An Interview with Catherine Strode
Last year, nearly one thousand cases of abuse against at-risk adults were reported in Colorado. In Denver, police report over a 200% increase in these types of crimes. Adult Protective Services estimate for every report of abuse against an at-risk adult, many more cases go unreported.
A Colorado legislator has introduced a bill to strengthen efforts to decrease crimes against at-risk adults. Senator Jessie Danielson is sponsoring Senate Bill 19-172 which makes it a Class 6 Felony to unlawfully confine an at-risk adult and a Class 1 Misdemeanor to unlawfully abandon an at-risk adult. Senator Danielson says this bill will cut down on this type of abuse of the most vulnerable Coloradans.
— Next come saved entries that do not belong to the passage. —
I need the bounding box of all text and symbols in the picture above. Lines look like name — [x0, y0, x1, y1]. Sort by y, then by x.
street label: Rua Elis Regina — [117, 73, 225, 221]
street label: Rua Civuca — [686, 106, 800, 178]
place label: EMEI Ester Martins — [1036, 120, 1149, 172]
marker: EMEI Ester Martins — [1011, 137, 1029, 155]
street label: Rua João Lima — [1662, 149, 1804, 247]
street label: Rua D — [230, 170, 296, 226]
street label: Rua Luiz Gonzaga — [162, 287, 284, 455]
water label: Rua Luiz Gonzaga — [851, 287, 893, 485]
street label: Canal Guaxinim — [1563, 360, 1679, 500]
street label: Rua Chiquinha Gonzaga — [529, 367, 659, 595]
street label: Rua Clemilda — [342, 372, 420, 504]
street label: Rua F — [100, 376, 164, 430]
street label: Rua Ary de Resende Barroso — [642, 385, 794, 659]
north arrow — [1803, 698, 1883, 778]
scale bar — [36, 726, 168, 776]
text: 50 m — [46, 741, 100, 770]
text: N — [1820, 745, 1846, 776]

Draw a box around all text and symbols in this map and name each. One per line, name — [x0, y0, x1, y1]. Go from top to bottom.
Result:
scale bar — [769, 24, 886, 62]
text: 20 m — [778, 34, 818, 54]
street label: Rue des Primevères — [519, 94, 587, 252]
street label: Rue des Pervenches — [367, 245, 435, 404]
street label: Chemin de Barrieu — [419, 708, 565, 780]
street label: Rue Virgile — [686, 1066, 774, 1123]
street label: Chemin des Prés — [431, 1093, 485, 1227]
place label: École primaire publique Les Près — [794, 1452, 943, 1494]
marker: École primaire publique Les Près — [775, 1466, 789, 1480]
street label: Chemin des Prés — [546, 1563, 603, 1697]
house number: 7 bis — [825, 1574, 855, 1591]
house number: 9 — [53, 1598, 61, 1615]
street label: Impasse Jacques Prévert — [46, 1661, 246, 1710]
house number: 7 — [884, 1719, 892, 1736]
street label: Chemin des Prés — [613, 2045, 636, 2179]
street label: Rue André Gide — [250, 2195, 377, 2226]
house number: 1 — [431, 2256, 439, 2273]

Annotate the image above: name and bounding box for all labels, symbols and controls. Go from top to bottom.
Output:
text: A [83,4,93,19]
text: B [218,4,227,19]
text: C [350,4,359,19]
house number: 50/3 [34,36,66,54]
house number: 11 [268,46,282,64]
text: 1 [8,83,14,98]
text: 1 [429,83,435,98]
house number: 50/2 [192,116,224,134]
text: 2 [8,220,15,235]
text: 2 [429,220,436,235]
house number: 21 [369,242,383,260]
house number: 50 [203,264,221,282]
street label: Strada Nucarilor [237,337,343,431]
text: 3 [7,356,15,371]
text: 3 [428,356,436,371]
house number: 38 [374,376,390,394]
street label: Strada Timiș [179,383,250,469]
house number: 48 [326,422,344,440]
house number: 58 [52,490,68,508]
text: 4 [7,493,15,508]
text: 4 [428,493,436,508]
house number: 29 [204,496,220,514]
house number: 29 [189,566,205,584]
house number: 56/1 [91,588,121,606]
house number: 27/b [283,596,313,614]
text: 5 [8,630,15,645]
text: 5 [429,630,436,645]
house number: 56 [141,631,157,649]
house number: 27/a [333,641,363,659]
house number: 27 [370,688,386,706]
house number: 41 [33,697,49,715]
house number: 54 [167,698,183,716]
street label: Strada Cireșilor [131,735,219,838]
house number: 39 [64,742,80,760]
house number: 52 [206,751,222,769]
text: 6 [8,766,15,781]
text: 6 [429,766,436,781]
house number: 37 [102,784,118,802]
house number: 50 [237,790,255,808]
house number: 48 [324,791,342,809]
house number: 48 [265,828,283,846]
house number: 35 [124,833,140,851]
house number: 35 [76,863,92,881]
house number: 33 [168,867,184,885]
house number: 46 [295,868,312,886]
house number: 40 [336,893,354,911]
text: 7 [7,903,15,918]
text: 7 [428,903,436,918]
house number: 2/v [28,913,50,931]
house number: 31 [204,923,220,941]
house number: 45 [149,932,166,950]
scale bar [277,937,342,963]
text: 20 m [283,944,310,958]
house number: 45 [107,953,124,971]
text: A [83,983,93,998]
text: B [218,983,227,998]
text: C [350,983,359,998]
How did you come to be the sponsor on this bill?
I have worked on issues of elder abuse and at-risk adults since I was elected. Having worked on elder abuse issues and having promoted the rights of Coloradans with disabilities, it was a good fit. The issue of abandonment and confinement was brought to me by the District Attorneys (“DA’s”), area agencies on aging, and the senior lobby. This is something that is happening in our community. There are elder abuse statutes and statutes against at-risk adults. However, we are finding that these two particular types of abuse are not defined in statute as a crime. We need to define them as crimes so that the DA’s can go after the people who are responsible for this type of abuse and prosecute them. It attaches penalties to the crimes.
What kind of abuse does the bill specifically address?
There are two types of abuse we are defining in the bill. One is unlawful confinement; one is abandonment. Denver District Attorneys showed me a photograph of a room where a grandmother was being kept every day. They left this individual in a little room under the stairs in the basement. She was left with no food and no water, just a bucket. That is an example of unlawful confinement. When an at-risk adult is in the care of someone in this manner, we define it in the bill and attach a punishment to it. The purpose of this is to give law enforcement the tools to prosecute. It is also an attempt to deter people from committing the crime in the first place. The second thing in the bill is similar. People are leaving, abandoning, dumping people they no longer wish to care for. There was a high profile case picked up on the local news. This man was put on a plane and sent to Denver. When he got to DIA, there was no one to take care of him. He didn’t know who he was. Ultimately, he got picked up and ended up at a hospital. That is the type of abandonment happening that cannot be prosecuted under the current statute.
How do the bill’s amendments clarify the kind of caregivers it is targeting?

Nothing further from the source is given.